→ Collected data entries

########

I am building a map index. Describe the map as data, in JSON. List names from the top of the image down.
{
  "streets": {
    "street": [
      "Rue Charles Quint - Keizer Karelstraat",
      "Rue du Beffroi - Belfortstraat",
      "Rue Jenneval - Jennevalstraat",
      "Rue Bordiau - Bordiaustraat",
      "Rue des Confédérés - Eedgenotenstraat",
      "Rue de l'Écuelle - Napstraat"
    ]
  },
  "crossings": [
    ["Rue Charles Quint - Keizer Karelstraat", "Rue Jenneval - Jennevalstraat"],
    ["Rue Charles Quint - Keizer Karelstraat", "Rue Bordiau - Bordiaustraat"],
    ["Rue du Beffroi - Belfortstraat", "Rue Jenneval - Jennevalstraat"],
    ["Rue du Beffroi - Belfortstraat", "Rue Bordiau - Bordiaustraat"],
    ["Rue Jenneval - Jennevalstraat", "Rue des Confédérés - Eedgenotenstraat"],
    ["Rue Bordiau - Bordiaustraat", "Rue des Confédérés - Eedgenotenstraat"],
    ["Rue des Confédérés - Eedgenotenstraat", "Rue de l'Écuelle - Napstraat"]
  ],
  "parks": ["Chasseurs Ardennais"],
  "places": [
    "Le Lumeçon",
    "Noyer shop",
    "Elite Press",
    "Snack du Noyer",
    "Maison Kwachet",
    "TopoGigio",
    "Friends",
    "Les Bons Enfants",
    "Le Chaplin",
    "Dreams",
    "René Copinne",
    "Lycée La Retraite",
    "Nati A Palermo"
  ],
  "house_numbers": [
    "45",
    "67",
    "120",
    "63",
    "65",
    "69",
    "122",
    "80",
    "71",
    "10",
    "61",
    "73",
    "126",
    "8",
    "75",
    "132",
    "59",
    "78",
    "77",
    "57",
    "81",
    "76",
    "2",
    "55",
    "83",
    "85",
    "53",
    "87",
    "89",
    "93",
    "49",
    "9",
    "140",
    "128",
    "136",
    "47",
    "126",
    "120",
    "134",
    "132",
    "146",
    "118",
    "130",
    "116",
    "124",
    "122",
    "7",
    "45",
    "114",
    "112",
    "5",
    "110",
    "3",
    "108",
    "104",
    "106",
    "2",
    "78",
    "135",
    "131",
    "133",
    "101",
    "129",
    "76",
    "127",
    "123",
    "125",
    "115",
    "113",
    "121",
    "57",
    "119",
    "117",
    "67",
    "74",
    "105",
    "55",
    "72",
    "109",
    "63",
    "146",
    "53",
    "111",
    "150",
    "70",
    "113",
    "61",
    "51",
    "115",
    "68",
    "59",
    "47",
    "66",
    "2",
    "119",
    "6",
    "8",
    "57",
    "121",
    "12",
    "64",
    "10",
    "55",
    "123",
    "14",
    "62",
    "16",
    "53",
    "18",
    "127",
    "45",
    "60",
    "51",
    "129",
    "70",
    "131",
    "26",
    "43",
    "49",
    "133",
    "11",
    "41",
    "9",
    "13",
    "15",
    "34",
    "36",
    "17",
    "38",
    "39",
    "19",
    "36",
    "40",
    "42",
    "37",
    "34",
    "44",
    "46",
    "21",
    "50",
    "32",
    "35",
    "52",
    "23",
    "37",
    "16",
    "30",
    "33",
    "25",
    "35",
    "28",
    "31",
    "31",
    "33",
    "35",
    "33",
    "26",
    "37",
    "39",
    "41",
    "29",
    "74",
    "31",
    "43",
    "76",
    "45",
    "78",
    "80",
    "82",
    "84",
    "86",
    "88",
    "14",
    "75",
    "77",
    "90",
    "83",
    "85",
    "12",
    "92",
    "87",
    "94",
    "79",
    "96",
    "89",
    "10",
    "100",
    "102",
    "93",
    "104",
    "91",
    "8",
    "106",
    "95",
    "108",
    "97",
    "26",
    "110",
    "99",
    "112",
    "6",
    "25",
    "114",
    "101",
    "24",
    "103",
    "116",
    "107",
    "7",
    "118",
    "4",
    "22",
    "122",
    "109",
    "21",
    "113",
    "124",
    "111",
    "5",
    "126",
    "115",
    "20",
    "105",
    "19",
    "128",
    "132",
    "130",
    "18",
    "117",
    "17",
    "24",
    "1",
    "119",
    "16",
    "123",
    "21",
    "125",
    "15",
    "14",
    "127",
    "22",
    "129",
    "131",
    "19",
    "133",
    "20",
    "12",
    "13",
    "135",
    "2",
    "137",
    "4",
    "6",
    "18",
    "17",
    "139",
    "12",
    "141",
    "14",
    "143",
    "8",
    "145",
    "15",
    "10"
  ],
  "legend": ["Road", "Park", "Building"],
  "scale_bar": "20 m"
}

########

→ Work instructions
In the records above, find each line with the word "Charles" and copy it.

→ Solution for this task
      "Rue Charles Quint - Keizer Karelstraat",
    ["Rue Charles Quint - Keizer Karelstraat", "Rue Jenneval - Jennevalstraat"],
    ["Rue Charles Quint - Keizer Karelstraat", "Rue Bordiau - Bordiaustraat"],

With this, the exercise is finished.